In this Exercise you will use the K-means algorithm (see [Section 11.5 of the course notes](https://jermwatt.github.io/mlrefined/blog_posts/11_Linear_unsupervised_learning/11_5_K_means_clustering.html)) to cluster a set of natural image patches.  

First, you need to complete the `extract_patches` module below. This module will extract a total of `number_of_pathes` randomly-positioned patches of size `patch_size` from megapixel images listed in `image_list`. When coding `extract_patches` make sure to exclude flat or nearly flat patches, i.e., those wherein the standard deviation of pixel values falls below $0.1$.

In [2]:
# Hint: you can use the line below to convert an image to a numpy array  
# image_as_numpy_array = np.array(Image.open(path_to_image).convert('L'))

In [3]:
from sklearn.feature_extraction import image
import random
def extract_patches(image_list, number_of_patches, patch_size):
    patch = []
    extract = []
    for path_to_image in image_list:
        image_as_numpy_array = np.array(Image.open(path_to_image).convert('L'))
        new = image.extract_patches_2d(image_as_numpy_array, (patch_size, patch_size))
        extract.append(new)
    res = np.concatenate(np.array(extract), axis = 0)
    while len(patch) < number_of_patches:
        chosen = random.choice(res)
        if (np.std(chosen) >= 0.1):
            patch.append(chosen.flatten())
    return np.asarray(patch).T

Once you have coded up `extract_patches`, activate the following cell to extract $100000$ image patches, each of size $12 \times 12$, from the four images given below.

In [4]:
image_1 = 'images/bean.jpg'
image_2 = 'images/dog.jpg'
image_3 = 'images/flyer.jpg'
image_4 = 'images/Trey_Matt.png'

image_list = [image_1, image_2, image_3, image_4]
number_of_patches = 100000
patch_size = 12
              
patches = extract_patches(image_list, number_of_patches, patch_size)   

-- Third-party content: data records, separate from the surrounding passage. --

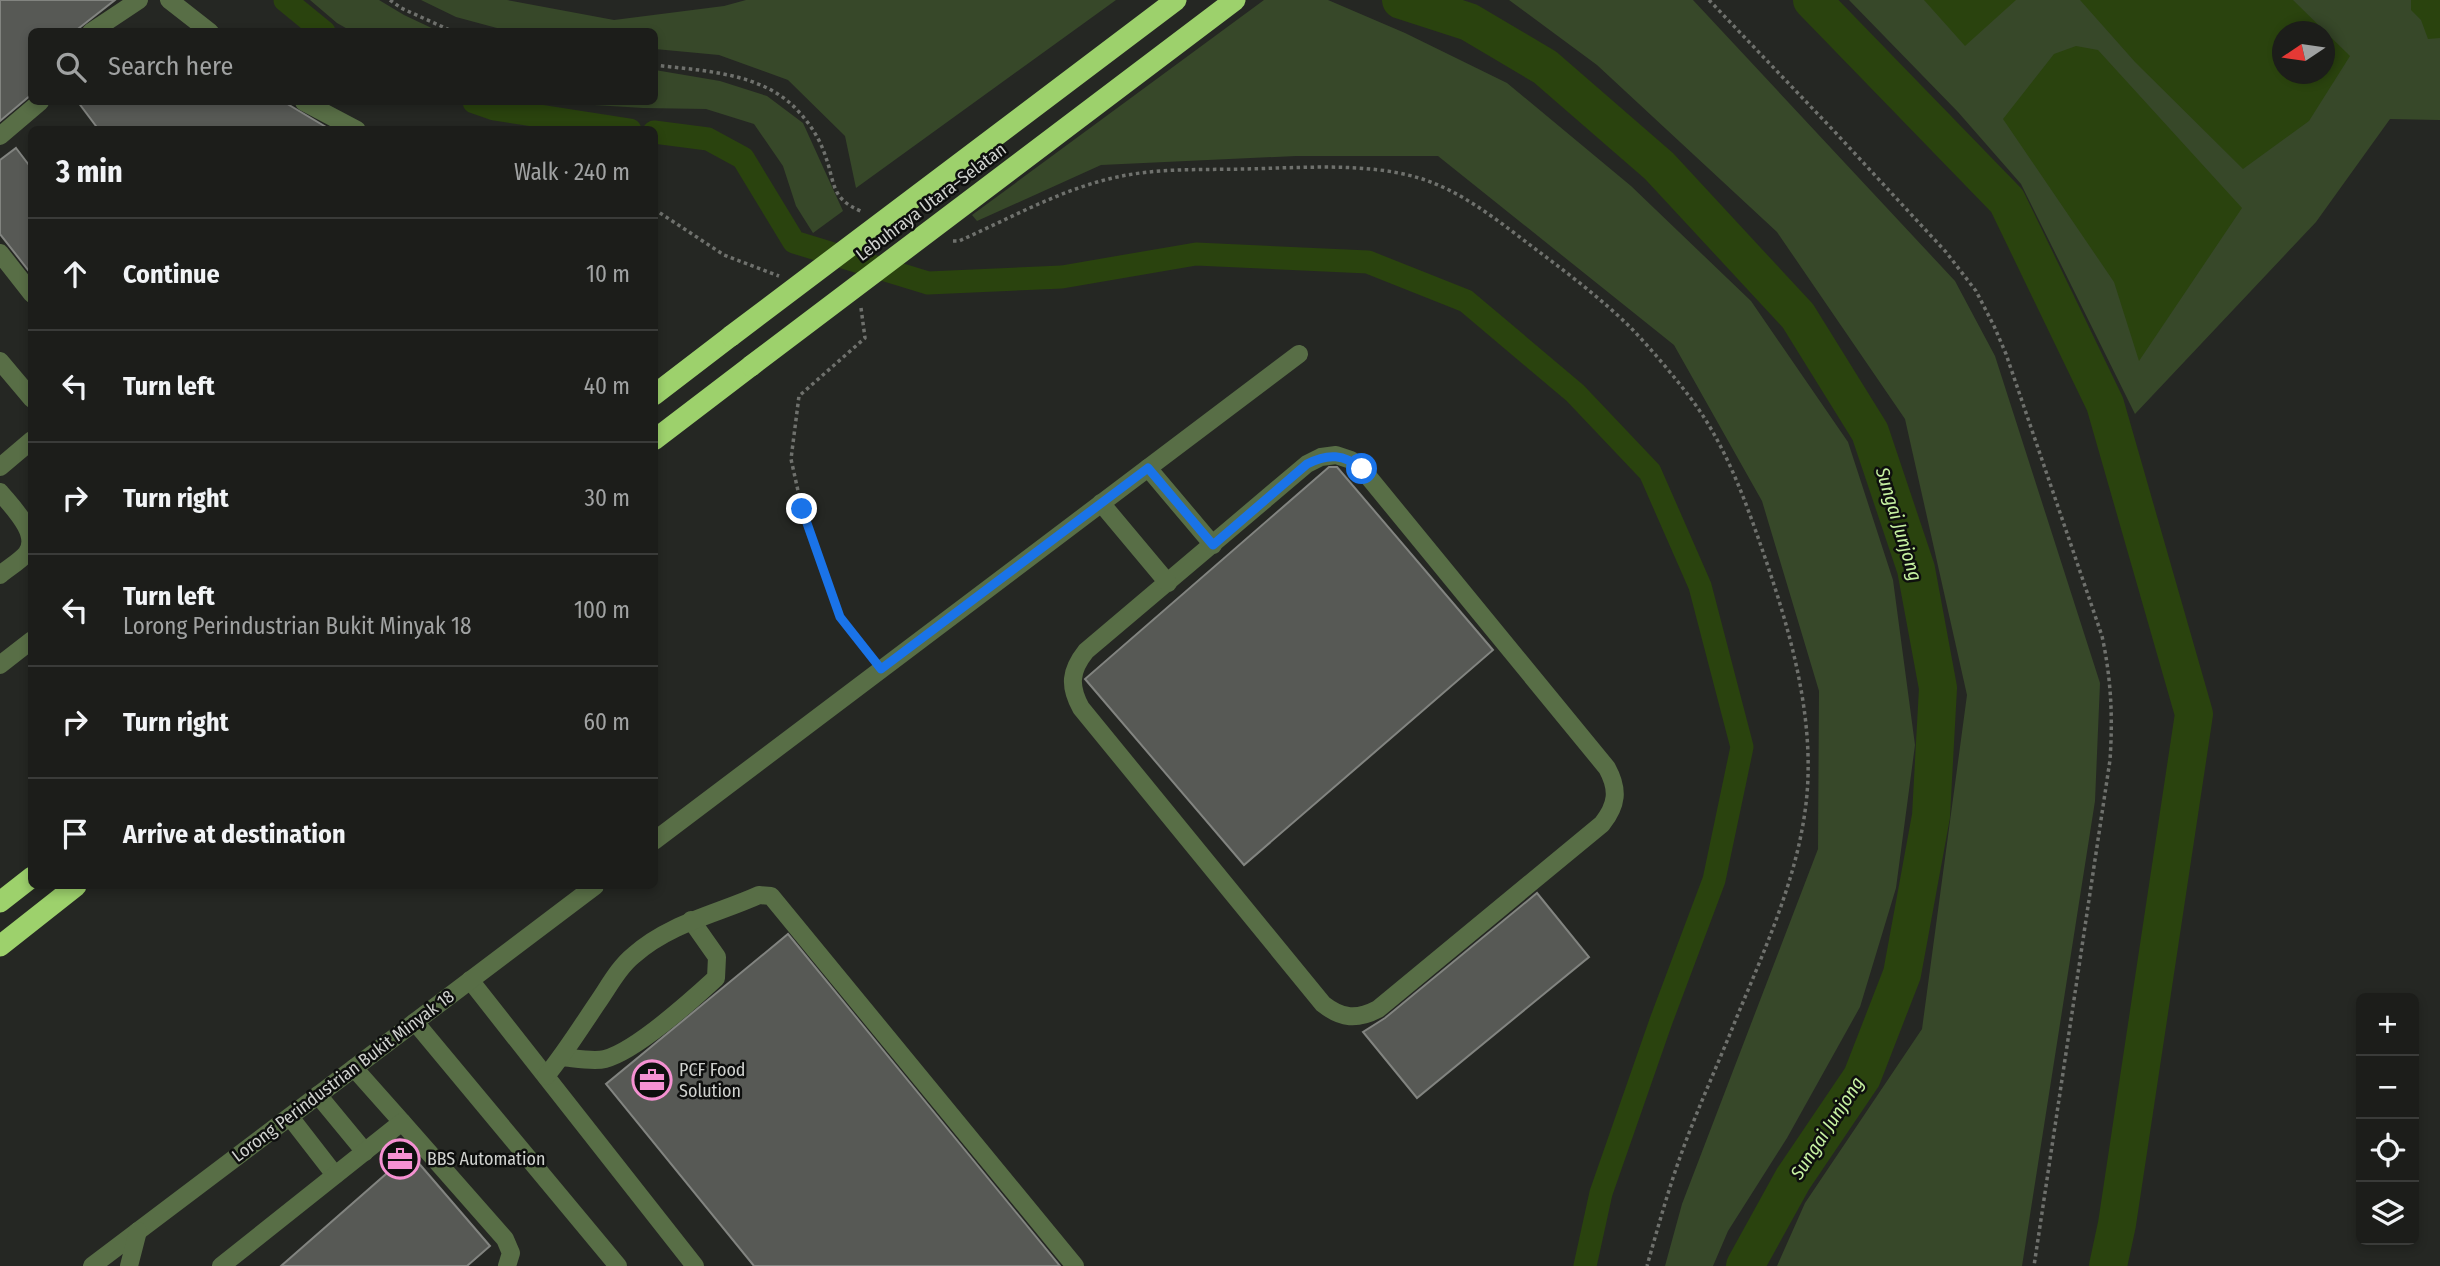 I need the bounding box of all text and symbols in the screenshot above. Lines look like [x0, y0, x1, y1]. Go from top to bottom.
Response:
north arrow [2272, 21, 2335, 84]
search box [28, 28, 658, 105]
icon: search [52, 48, 90, 86]
text: Search here [108, 51, 233, 82]
street label: Lebuhraya Utara–Selatan [851, 138, 1011, 266]
text: 3 min [56, 154, 123, 190]
text: Walk · 240 m [514, 158, 630, 186]
icon: ahead [56, 255, 94, 293]
text: Continue [123, 259, 220, 290]
text: 10 m [586, 260, 630, 288]
icon: left [56, 367, 94, 405]
text: Turn left [123, 371, 215, 402]
text: 40 m [584, 372, 630, 400]
route start [1346, 453, 1377, 484]
water label: Sungai Junjong [1871, 463, 1927, 584]
icon: right [56, 479, 94, 517]
text: Turn right [123, 483, 229, 514]
text: 30 m [585, 484, 630, 512]
route end [786, 493, 817, 524]
text: Turn left [123, 581, 215, 612]
icon: left [56, 591, 94, 629]
text: 100 m [574, 596, 630, 624]
text: Lorong Perindustrian Bukit Minyak 18 [123, 612, 472, 640]
icon: right [56, 703, 94, 741]
text: Turn right [123, 707, 229, 738]
text: 60 m [584, 708, 630, 736]
icon: arrive [56, 815, 94, 853]
text: Arrive at destination [123, 819, 346, 850]
street label: Lorong Perindustrian Bukit Minyak 18 [227, 985, 459, 1167]
map controls [2356, 993, 2419, 1245]
button: + [2356, 993, 2419, 1056]
button: − [2356, 1056, 2419, 1119]
office icon: PCF Food Solution [631, 1059, 673, 1101]
place label: PCF Food Solution [679, 1059, 746, 1102]
water label: Sungai Junjong [1785, 1072, 1869, 1184]
button: locate [2356, 1119, 2419, 1182]
office icon: BBS Automation [379, 1138, 421, 1180]
place label: BBS Automation [427, 1148, 546, 1170]
button: layers [2356, 1182, 2419, 1245] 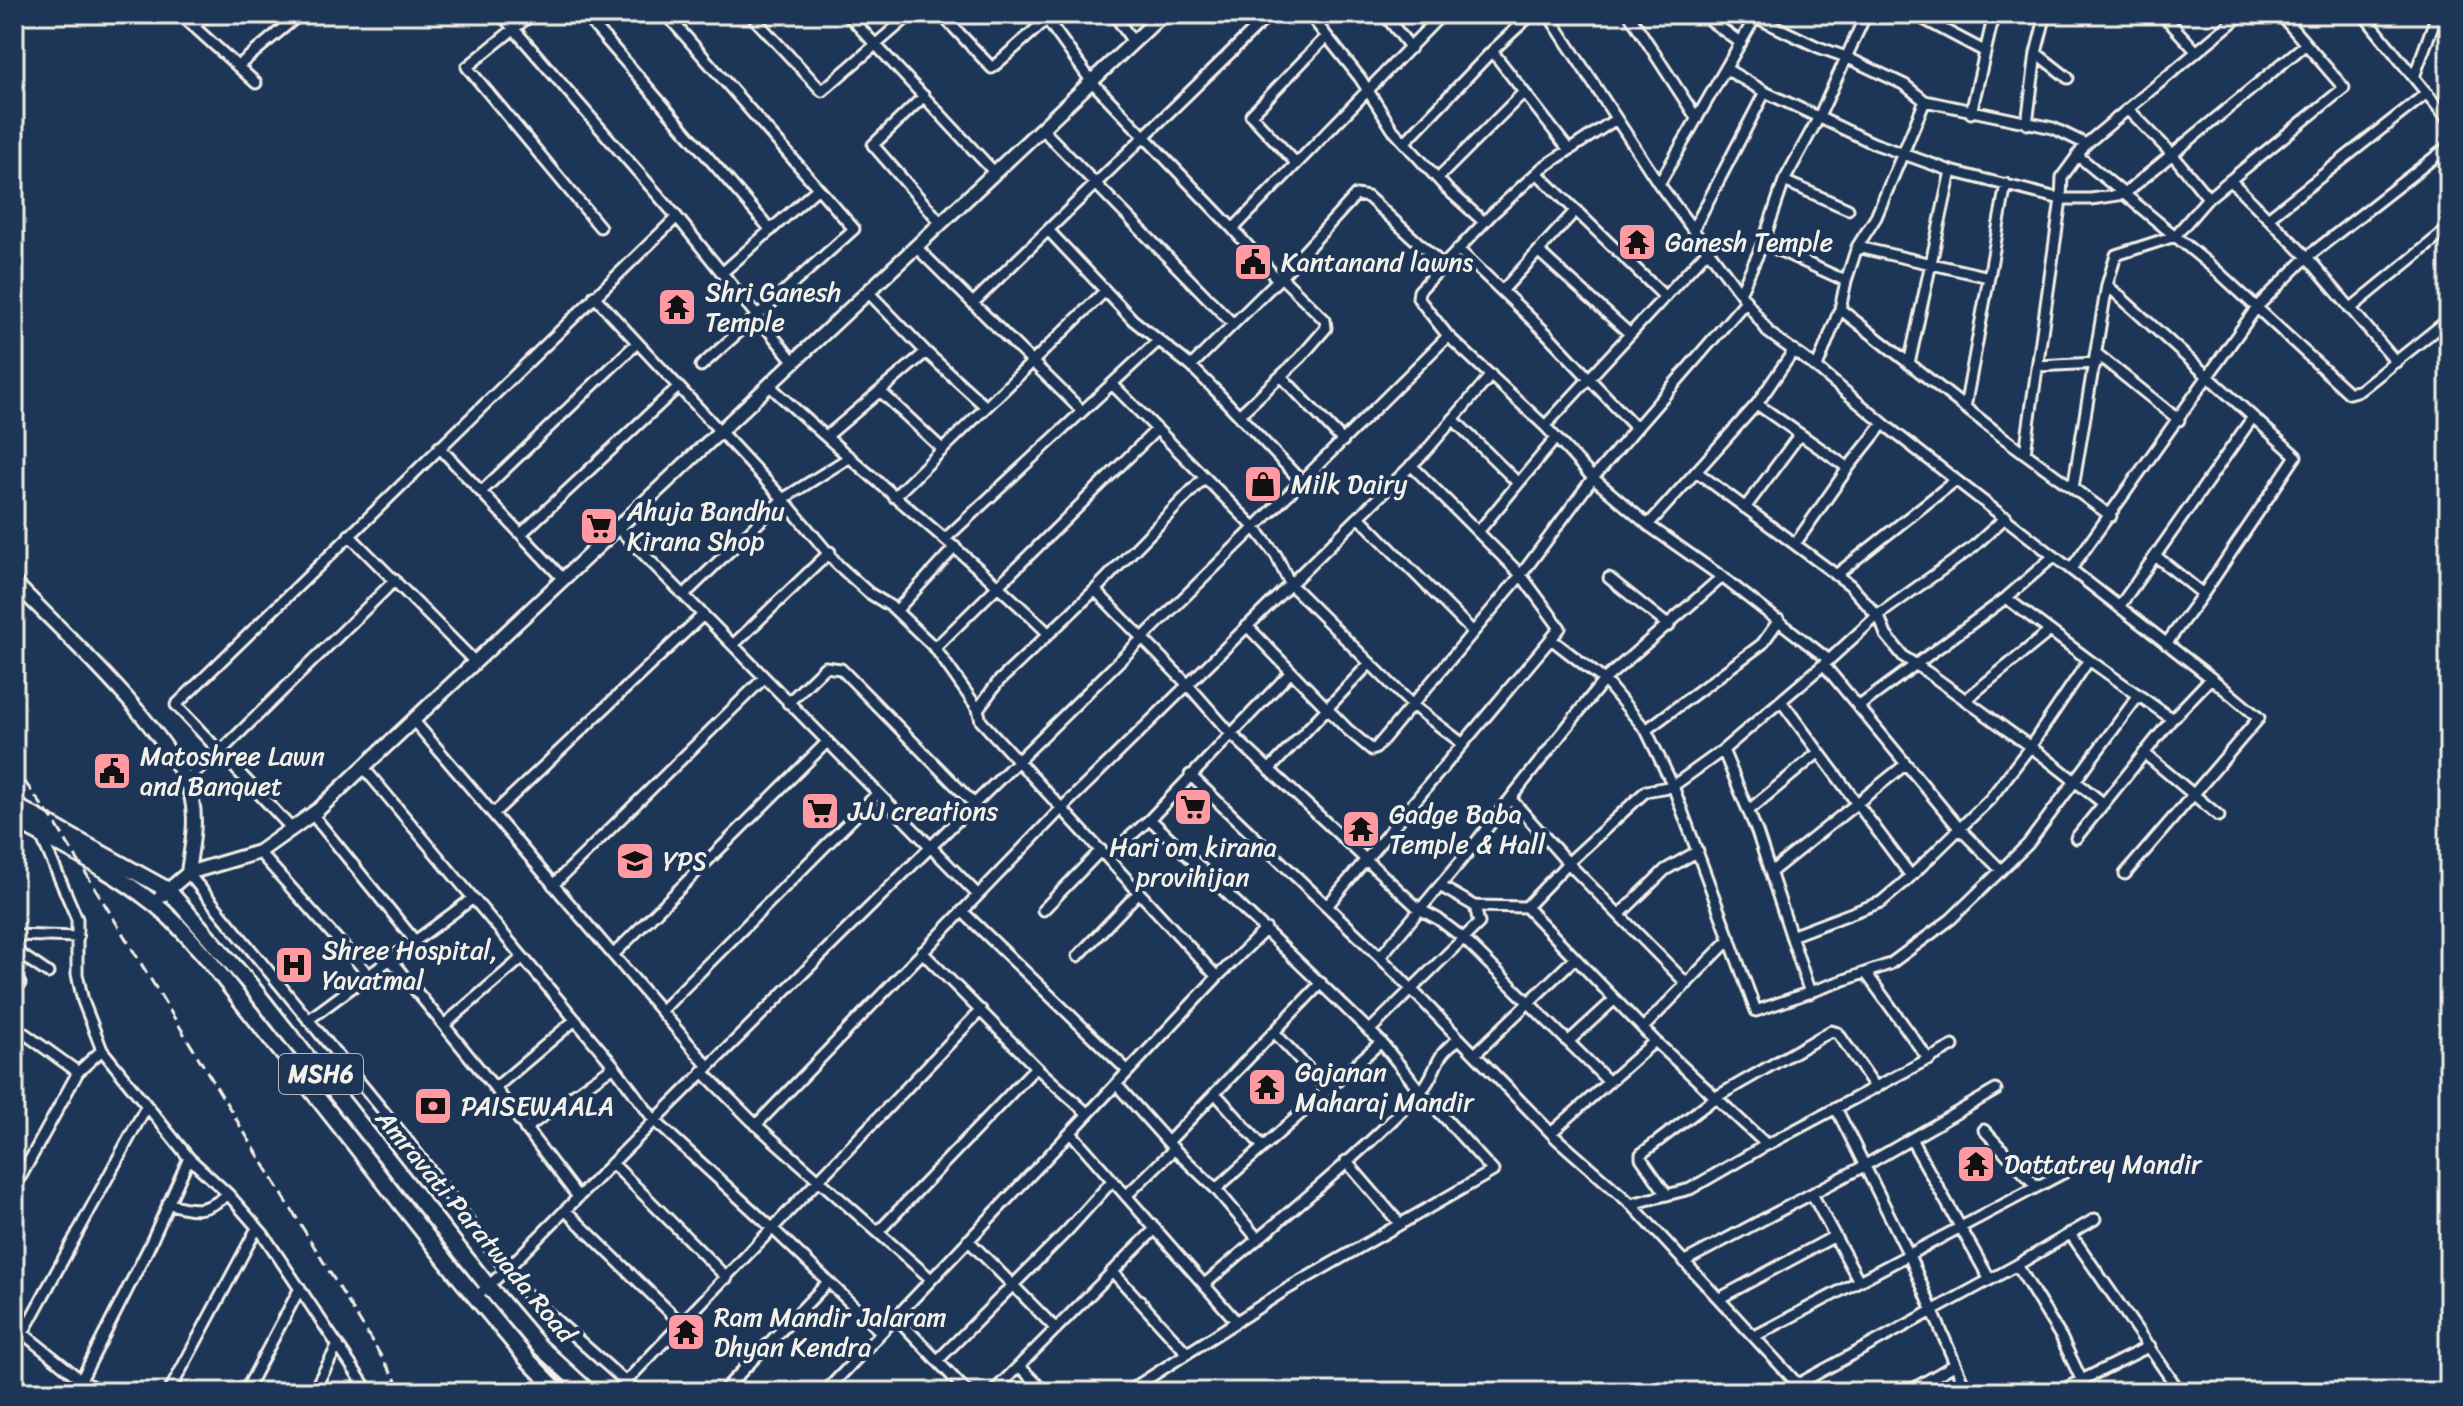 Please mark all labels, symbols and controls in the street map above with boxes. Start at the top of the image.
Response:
place label: Ganesh Temple [1665,219,1833,265]
temple icon: Ganesh Temple [1616,221,1658,263]
place label: Kantanand lawns [1281,239,1473,285]
public building icon: Kantanand lawns [1232,241,1274,283]
place label: Shri Ganesh Temple [705,269,841,345]
temple icon: Shri Ganesh Temple [656,286,698,328]
place label: Milk Dairy [1291,461,1408,507]
shop icon: Milk Dairy [1242,463,1284,505]
place label: Ahuja Bandhu Kirana Shop [626,488,785,564]
supermarket icon: Ahuja Bandhu Kirana Shop [578,505,620,547]
place label: Matoshree Lawn and Banquet [140,733,325,809]
public building icon: Matoshree Lawn and Banquet [91,750,133,792]
supermarket icon: Hari om kirana provihijan [1172,786,1214,828]
place label: JJJ creations [847,788,998,834]
supermarket icon: JJJ creations [799,790,841,832]
place label: Gadge Baba Temple & Hall [1389,791,1546,867]
temple icon: Gadge Baba Temple & Hall [1340,808,1382,850]
place label: Hari om kirana provihijan [1109,824,1277,900]
place label: YPS [663,838,707,884]
school or university icon: YPS [614,840,656,882]
place label: Shree Hospital, Yavatmal [322,927,498,1003]
hospital icon: Shree Hospital, Yavatmal [273,944,315,986]
place label: Gajanan Maharaj Mandir [1295,1049,1475,1125]
road number: MSH6 [279,1054,363,1094]
temple icon: Gajanan Maharaj Mandir [1246,1066,1288,1108]
place label: PAISEWAALA [461,1083,614,1129]
bank icon: PAISEWAALA [412,1085,454,1127]
street label: Amravati Paratwada Road [363,1098,590,1355]
place label: Dattatrey Mandir [2004,1141,2203,1187]
temple icon: Dattatrey Mandir [1955,1143,1997,1185]
place label: Ram Mandir Jalaram Dhyan Kendra [714,1294,947,1370]
temple icon: Ram Mandir Jalaram Dhyan Kendra [665,1311,707,1353]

Notice, `patches` must be a matrix of size $144 \times 100000$ where each column is a flattened/vectorized $12 \times 12$ patch. The cell below plots the first $100$ patches in `patches` (Note: each column has to be reshaped back into a square before plotting).

In [5]:
def show_images(X):
    '''
    Function for plotting input images, stacked in columns of input X.
    '''
    # plotting mechanism taken from excellent answer from stack overflow: https://stackoverflow.com/questions/20057260/how-to-remove-gaps-between-subplots-in-matplotlib
    plt.figure(figsize = (6,6))
    gs1 = gridspec.GridSpec(10, 10)
    gs1.update(wspace=0.05, hspace=0.05) # set the spacing between axes. 
    
    # shape of square version of image
    square_shape = int((X.shape[0])**(0.5))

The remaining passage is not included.